For my next question...chucks

UKworkshop.co.uk

Help Support UKworkshop.co.uk:

This site may earn a commission from merchant affiliate links, including eBay, Amazon, and others.

AJB Temple

Finely figured
Joined
13 Oct 2015
Messages
4,056
Reaction score
1,509
Location
Tunbridge Wells
The reason I got the lathe (second hand immaculate Record CL1, with extra turning rest and a few other bits) was to turn spindles for furniture work, and I am fine with that. However, I would like to have a go at turning bowls, as I already have a lot of free blanks that just need a bit of action on my bandsaw before they are ready for use. However I have no chuck.

Having had a search here, and watched quite a lot of you tube videos (e.g. Richard Raffan's [to me] excellent videos on basic bowl turning) I have ended up quite confused about what I need for a chuck. He seems to use three different ones, starting with a basic screw thread and then two more complex ones to grip the inside and outside of the bowls. He commented that they do not mark the wood. When I was at school (some while ago....) I am pretty sure that for the one and only bowl I made it was screwed to a plate which had a spigot on it to go in a chuck.

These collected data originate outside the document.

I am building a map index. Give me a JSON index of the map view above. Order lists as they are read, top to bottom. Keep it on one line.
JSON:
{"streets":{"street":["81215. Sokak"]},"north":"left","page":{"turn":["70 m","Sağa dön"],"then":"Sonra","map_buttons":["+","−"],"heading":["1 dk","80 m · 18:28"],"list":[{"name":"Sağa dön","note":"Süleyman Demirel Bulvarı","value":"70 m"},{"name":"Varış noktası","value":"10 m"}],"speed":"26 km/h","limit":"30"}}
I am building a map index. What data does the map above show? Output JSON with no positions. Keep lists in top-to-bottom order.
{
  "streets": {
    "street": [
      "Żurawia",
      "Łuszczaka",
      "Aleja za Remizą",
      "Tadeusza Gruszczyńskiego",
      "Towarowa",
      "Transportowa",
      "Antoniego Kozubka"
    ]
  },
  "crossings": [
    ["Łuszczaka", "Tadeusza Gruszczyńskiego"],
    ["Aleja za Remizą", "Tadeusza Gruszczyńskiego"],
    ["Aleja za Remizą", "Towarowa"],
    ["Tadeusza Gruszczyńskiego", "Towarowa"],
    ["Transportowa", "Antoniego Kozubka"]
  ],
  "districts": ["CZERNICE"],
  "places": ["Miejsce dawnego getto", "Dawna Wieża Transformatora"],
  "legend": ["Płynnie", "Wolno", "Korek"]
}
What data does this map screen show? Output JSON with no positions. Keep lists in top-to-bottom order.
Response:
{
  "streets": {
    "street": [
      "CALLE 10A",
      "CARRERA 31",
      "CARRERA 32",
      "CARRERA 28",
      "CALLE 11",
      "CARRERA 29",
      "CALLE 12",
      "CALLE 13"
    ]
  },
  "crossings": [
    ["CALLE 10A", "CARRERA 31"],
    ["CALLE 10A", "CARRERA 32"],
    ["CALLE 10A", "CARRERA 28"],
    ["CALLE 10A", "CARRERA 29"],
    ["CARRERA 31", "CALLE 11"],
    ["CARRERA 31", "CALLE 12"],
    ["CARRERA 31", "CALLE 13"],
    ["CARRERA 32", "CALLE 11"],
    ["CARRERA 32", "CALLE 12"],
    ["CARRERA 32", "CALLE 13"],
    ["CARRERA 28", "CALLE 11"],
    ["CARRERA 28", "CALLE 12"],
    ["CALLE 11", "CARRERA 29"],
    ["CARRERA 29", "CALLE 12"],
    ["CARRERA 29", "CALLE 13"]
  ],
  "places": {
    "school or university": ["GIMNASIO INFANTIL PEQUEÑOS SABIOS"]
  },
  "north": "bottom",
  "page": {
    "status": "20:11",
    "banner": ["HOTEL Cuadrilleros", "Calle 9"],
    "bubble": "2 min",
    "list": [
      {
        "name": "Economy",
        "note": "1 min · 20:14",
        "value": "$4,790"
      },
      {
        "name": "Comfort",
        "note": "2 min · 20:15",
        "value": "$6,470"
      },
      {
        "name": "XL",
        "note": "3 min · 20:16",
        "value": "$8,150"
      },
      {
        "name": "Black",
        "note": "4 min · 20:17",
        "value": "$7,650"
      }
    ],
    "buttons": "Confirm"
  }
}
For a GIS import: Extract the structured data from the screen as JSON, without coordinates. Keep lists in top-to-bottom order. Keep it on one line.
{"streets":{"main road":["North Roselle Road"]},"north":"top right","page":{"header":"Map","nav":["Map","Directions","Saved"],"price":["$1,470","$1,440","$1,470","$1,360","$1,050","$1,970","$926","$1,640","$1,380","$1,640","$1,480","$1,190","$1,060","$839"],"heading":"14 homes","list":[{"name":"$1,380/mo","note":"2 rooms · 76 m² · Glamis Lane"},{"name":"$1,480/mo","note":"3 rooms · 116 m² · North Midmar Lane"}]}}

Please can you tell me what I should look out for as a chuck suitable for making quite simple bowls up to say 12" diameter (but starting with small stuff) on the CL1? It has a rotating headstock and a special tool rest for bowls. Speed control is via a pulley system, not electronic. As this is just a bit of a sideline activity, I would prefer a reasonably economical solution and am in no rush, so can scan eBay. You can assume that I am a complete ignoramus.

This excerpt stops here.